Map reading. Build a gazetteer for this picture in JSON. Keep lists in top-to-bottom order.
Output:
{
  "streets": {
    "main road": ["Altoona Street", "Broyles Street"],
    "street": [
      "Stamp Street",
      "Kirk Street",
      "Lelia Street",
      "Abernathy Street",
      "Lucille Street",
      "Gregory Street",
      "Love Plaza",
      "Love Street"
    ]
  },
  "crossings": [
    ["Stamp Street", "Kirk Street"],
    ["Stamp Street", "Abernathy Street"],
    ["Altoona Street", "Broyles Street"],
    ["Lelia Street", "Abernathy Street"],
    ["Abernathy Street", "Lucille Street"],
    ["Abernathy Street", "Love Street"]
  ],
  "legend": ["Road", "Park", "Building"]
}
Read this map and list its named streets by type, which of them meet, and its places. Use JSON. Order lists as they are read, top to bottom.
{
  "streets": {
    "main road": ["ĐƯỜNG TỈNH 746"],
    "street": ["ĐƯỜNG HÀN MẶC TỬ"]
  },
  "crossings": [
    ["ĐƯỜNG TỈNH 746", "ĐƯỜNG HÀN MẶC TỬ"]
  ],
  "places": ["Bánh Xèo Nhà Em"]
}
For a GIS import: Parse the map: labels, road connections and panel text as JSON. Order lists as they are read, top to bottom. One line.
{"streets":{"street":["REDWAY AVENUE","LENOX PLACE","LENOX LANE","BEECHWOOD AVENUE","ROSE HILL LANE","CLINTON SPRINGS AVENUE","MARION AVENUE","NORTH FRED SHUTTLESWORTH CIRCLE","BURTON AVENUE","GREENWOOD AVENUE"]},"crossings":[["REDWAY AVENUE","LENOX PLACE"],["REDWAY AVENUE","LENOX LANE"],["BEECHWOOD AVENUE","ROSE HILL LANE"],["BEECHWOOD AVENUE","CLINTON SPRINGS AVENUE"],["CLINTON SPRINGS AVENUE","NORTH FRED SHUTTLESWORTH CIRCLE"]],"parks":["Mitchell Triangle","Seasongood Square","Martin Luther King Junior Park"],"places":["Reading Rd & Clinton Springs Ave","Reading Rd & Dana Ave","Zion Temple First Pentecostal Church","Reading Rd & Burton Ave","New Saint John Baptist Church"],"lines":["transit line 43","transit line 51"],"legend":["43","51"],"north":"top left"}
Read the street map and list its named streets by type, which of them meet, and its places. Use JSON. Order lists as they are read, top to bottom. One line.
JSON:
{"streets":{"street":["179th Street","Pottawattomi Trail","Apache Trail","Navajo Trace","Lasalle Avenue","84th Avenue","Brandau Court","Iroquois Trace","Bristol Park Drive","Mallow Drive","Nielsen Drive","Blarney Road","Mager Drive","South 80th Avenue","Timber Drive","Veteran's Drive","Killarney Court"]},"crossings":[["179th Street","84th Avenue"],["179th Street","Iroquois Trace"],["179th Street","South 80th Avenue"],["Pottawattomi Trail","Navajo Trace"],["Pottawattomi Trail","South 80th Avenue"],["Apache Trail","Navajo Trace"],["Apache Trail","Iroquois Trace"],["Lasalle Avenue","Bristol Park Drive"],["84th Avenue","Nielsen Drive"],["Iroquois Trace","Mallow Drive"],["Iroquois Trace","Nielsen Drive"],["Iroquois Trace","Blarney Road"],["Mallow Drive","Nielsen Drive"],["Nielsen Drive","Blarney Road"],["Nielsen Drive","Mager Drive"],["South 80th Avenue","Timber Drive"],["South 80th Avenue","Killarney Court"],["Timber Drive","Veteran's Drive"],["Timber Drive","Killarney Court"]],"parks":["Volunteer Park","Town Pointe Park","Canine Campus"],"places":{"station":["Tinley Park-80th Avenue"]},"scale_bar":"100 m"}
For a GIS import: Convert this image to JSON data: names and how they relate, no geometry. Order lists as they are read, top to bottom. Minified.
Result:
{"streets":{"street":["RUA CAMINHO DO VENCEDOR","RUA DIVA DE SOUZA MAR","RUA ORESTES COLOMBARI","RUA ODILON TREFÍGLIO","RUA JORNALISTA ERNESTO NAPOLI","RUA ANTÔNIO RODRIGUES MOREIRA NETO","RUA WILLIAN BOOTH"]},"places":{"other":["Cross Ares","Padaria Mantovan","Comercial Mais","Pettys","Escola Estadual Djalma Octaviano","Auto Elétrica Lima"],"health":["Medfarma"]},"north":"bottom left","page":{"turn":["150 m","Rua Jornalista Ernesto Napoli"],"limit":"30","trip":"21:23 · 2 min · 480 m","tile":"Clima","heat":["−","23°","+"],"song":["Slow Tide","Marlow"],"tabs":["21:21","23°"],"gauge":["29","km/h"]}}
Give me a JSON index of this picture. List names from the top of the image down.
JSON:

# Exercise objective
In the listing above, find each line with "image" and copy it.

# Answer area
For a GIS import: Convert this image to JSON data: names and how they relate, no geometry. Order lists as they are read, top to bottom. Minified.
Give me a JSON index of this picture. List names from the top of the image down.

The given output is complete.